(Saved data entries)
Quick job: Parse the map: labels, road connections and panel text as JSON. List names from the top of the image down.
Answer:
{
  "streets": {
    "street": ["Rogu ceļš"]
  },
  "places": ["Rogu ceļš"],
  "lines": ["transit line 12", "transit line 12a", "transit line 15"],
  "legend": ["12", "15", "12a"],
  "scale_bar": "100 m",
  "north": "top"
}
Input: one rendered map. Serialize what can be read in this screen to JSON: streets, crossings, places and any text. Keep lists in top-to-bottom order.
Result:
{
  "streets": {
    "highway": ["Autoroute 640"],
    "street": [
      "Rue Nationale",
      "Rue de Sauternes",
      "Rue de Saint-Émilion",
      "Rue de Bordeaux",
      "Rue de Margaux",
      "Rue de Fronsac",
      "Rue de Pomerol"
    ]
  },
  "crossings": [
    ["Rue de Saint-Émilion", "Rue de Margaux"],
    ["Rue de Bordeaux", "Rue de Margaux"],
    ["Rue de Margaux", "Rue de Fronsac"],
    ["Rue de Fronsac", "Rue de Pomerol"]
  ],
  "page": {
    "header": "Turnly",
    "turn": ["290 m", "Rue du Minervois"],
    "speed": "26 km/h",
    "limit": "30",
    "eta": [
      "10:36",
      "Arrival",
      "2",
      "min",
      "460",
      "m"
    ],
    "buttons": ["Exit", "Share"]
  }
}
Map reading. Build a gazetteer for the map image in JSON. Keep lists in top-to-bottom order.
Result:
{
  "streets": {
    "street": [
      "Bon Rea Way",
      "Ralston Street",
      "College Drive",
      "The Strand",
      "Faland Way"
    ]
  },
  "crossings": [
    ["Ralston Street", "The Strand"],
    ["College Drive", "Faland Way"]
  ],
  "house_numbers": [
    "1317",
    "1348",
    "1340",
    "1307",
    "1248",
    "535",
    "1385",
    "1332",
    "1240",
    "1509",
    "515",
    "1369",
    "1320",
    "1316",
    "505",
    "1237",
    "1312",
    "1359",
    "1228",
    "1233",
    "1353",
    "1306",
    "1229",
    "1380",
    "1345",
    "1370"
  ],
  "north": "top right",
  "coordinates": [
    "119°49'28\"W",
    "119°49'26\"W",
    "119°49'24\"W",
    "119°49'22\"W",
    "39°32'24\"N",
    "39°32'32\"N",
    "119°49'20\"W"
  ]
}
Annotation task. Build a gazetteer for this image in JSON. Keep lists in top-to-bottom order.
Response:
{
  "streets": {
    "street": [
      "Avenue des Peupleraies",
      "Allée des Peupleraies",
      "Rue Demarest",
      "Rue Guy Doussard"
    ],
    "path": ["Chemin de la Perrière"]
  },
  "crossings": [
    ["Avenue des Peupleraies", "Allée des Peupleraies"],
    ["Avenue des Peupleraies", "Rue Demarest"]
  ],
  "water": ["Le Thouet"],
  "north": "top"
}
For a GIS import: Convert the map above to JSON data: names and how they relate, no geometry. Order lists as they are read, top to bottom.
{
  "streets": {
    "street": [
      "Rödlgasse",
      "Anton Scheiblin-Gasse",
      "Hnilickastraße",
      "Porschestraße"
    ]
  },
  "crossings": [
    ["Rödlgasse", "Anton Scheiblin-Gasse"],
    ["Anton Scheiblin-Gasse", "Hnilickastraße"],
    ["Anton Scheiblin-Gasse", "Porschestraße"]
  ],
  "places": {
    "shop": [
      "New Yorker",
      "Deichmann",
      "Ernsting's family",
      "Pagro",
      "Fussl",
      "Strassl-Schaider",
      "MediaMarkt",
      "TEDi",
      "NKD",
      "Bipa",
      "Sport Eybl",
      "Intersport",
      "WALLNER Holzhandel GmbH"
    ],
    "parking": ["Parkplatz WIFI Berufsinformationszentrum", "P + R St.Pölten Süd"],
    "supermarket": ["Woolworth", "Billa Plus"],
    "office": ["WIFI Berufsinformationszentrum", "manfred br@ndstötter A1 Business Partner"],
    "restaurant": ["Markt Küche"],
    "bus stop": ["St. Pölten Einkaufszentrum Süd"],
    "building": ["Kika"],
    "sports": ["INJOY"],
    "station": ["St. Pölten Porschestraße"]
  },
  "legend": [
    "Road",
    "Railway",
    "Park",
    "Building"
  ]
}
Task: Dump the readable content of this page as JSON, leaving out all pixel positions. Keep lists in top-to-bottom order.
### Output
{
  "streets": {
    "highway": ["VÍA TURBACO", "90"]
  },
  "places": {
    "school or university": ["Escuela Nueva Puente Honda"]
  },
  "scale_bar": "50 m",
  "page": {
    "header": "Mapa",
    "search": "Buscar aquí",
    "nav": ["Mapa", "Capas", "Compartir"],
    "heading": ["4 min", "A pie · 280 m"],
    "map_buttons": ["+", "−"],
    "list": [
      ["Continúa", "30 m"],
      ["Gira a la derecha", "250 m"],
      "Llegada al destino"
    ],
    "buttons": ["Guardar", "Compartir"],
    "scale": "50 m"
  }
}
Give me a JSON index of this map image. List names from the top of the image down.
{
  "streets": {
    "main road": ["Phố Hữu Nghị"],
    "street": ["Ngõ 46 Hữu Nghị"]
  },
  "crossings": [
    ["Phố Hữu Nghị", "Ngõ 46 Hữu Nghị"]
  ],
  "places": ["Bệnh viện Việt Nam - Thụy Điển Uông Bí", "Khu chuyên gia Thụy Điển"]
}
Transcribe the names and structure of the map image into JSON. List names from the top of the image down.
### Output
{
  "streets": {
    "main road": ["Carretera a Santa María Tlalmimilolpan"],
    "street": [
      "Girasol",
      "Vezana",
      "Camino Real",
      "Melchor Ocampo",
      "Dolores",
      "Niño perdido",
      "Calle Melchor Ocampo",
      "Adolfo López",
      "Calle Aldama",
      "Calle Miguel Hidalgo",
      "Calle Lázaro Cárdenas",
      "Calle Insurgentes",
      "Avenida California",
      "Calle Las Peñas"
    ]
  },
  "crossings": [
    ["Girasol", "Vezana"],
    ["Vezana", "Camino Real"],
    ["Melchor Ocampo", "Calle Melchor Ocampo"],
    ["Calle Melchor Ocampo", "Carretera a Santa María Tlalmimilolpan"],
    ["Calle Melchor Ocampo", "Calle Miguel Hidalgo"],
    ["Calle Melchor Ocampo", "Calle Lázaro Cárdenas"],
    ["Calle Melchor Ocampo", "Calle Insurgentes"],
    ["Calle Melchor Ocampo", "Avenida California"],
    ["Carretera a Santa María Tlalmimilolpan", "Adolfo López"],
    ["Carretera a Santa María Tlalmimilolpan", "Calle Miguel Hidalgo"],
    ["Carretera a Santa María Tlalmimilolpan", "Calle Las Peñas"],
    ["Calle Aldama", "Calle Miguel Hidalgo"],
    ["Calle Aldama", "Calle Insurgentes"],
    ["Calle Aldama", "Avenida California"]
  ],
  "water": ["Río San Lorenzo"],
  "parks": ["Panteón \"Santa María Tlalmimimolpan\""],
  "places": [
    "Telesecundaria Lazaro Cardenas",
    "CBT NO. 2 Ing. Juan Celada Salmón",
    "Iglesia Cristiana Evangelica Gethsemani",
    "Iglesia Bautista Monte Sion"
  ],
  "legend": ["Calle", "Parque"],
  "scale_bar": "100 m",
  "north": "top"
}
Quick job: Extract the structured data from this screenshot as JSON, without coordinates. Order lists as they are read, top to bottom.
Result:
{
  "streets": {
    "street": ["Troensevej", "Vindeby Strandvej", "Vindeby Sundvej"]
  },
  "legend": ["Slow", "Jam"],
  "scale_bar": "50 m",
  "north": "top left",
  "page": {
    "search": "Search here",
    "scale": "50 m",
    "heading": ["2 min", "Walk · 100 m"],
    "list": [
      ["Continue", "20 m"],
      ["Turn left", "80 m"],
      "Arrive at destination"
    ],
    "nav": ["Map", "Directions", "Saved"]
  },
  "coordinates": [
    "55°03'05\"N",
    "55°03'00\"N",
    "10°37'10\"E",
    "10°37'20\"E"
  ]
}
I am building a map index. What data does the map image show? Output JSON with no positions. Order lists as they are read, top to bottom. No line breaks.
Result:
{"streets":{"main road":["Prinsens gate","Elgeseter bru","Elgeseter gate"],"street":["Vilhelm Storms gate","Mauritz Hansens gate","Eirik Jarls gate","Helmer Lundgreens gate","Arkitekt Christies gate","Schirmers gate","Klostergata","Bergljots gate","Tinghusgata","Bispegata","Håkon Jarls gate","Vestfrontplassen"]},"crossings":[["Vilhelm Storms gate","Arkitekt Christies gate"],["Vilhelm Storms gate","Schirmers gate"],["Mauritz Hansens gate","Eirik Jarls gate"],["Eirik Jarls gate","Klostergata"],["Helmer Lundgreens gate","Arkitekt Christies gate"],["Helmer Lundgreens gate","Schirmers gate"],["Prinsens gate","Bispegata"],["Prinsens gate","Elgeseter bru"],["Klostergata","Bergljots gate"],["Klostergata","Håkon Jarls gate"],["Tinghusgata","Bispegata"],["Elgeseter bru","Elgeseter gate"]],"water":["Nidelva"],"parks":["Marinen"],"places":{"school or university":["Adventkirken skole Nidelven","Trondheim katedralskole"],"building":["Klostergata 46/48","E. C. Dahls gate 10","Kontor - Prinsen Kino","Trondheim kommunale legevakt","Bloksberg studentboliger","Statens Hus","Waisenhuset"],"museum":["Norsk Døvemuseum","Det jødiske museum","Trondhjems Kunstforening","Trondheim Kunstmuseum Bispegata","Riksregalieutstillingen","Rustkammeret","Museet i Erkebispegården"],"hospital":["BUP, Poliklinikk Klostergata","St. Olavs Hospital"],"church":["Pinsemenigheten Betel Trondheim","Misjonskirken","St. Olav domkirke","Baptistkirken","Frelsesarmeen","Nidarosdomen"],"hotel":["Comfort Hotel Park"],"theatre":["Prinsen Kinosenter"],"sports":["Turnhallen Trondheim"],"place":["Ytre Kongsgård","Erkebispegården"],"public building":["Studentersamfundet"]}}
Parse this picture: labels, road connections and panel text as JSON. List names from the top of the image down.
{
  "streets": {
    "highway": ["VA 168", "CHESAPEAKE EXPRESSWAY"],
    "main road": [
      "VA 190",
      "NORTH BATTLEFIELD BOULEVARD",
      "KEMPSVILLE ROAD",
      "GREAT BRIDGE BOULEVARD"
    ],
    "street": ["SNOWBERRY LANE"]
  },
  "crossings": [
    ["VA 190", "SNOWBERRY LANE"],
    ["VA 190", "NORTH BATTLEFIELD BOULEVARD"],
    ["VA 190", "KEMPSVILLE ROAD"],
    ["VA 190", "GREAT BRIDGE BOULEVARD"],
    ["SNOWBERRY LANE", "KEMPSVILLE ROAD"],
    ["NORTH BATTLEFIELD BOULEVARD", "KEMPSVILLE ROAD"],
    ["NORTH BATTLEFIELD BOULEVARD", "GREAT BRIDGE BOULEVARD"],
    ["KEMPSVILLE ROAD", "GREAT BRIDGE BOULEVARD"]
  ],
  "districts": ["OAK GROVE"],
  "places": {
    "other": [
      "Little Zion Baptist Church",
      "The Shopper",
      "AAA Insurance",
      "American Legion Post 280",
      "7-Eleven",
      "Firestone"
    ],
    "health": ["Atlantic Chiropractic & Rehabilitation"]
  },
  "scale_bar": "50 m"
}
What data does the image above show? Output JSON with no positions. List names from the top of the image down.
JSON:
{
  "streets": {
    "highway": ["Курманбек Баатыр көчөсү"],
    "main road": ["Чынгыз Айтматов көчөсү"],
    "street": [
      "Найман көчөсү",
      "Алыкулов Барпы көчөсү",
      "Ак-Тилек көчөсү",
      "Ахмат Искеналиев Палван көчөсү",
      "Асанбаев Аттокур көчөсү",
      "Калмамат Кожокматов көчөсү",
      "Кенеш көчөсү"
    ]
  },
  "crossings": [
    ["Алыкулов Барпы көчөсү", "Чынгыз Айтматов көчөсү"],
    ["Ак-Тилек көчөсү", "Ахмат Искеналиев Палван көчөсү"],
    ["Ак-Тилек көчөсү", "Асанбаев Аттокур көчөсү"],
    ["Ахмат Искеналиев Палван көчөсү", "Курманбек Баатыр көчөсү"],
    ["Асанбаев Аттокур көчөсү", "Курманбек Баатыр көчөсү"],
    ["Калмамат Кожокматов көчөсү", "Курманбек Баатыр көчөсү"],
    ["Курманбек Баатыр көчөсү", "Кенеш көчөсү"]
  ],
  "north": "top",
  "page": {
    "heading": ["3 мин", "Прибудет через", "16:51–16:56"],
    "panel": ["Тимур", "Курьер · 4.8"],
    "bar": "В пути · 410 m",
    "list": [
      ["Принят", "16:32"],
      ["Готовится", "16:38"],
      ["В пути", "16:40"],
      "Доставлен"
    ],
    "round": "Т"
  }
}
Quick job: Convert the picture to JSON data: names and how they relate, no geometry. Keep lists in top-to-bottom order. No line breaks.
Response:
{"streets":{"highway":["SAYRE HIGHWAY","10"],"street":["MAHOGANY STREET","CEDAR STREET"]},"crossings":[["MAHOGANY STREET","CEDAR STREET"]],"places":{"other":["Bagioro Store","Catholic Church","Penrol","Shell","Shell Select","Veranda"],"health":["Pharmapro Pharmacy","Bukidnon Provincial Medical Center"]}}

Task statement | Print, please, the lines above from the very first through the one that holds "Map reading. Build", both included, word for word and with nothing else.

Exercise result |
Quick job: Parse the map: labels, road connections and panel text as JSON. List names from the top of the image down.
Answer:
{
  "streets": {
    "street": ["Rogu ceļš"]
  },
  "places": ["Rogu ceļš"],
  "lines": ["transit line 12", "transit line 12a", "transit line 15"],
  "legend": ["12", "15", "12a"],
  "scale_bar": "100 m",
  "north": "top"
}
Input: one rendered map. Serialize what can be read in this screen to JSON: streets, crossings, places and any text. Keep lists in top-to-bottom order.
Result:
{
  "streets": {
    "highway": ["Autoroute 640"],
    "street": [
      "Rue Nationale",
      "Rue de Sauternes",
      "Rue de Saint-Émilion",
      "Rue de Bordeaux",
      "Rue de Margaux",
      "Rue de Fronsac",
      "Rue de Pomerol"
    ]
  },
  "crossings": [
    ["Rue de Saint-Émilion", "Rue de Margaux"],
    ["Rue de Bordeaux", "Rue de Margaux"],
    ["Rue de Margaux", "Rue de Fronsac"],
    ["Rue de Fronsac", "Rue de Pomerol"]
  ],
  "page": {
    "header": "Turnly",
    "turn": ["290 m", "Rue du Minervois"],
    "speed": "26 km/h",
    "limit": "30",
    "eta": [
      "10:36",
      "Arrival",
      "2",
      "min",
      "460",
      "m"
    ],
    "buttons": ["Exit", "Share"]
  }
}
Map reading. Build a gazetteer for the map image in JSON. Keep lists in top-to-bottom order.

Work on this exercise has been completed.